GOAL OF THE EXERCISE
Reading the listing that follows, count the lines where "Reagan" appears, and answer with only that count.

------ DATA SUPPLIED

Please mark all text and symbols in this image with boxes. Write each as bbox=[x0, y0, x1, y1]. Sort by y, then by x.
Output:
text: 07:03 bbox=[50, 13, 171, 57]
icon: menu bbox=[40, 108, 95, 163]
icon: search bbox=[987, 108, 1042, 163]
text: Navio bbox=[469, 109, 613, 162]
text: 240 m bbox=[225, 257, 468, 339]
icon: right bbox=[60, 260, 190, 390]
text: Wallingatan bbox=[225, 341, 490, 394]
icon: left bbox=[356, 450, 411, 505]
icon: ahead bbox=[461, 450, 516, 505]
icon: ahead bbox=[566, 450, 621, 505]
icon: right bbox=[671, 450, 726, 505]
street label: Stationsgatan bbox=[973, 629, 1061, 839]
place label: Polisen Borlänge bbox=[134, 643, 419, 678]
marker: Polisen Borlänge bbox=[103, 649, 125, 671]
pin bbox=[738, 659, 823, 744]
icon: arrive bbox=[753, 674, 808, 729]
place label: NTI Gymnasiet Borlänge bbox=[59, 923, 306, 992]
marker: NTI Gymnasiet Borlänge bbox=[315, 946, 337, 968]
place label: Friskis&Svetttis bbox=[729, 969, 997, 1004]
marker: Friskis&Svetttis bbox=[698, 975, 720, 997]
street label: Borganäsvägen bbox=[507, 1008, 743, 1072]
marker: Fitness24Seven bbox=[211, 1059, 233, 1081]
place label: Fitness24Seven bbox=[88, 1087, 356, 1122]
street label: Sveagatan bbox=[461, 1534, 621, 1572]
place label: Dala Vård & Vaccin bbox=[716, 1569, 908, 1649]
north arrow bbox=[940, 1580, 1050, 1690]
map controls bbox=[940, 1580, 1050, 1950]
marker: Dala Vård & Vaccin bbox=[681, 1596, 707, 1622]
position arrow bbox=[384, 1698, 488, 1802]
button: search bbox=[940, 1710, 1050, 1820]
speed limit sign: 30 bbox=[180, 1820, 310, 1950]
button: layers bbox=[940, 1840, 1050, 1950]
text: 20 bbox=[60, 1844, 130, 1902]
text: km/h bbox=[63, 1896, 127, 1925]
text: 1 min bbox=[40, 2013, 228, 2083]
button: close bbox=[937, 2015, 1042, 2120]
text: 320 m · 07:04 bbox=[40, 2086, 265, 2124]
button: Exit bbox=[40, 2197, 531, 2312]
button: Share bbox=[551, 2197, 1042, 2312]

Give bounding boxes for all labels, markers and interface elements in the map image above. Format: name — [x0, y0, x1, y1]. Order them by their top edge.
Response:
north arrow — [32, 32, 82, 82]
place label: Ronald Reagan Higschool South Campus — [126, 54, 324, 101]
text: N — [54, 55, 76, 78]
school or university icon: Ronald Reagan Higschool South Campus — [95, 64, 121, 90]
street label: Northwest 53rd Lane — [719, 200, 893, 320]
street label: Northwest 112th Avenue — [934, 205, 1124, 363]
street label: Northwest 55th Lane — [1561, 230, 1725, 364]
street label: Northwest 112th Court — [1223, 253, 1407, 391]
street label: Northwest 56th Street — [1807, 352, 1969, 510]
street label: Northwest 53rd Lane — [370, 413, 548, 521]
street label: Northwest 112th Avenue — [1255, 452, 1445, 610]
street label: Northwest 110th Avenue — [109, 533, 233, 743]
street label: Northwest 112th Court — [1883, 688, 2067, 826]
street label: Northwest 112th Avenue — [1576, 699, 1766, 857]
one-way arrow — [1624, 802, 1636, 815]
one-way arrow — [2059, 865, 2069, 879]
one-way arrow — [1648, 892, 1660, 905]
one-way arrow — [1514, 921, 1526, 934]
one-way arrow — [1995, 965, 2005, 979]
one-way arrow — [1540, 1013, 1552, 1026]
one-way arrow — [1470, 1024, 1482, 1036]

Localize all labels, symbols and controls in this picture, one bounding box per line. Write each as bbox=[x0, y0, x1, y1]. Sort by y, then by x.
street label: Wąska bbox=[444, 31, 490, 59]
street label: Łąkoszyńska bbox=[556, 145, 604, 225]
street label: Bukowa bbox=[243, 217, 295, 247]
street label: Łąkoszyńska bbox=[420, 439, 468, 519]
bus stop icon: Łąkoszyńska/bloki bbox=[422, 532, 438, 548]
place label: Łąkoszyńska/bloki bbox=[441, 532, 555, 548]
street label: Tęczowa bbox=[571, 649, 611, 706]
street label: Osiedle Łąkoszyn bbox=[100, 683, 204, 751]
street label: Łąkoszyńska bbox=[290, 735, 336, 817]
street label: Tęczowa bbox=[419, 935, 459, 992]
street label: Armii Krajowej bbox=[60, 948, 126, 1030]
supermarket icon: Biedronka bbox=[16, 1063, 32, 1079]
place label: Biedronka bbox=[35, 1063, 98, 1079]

------------

TASK ANSWER
2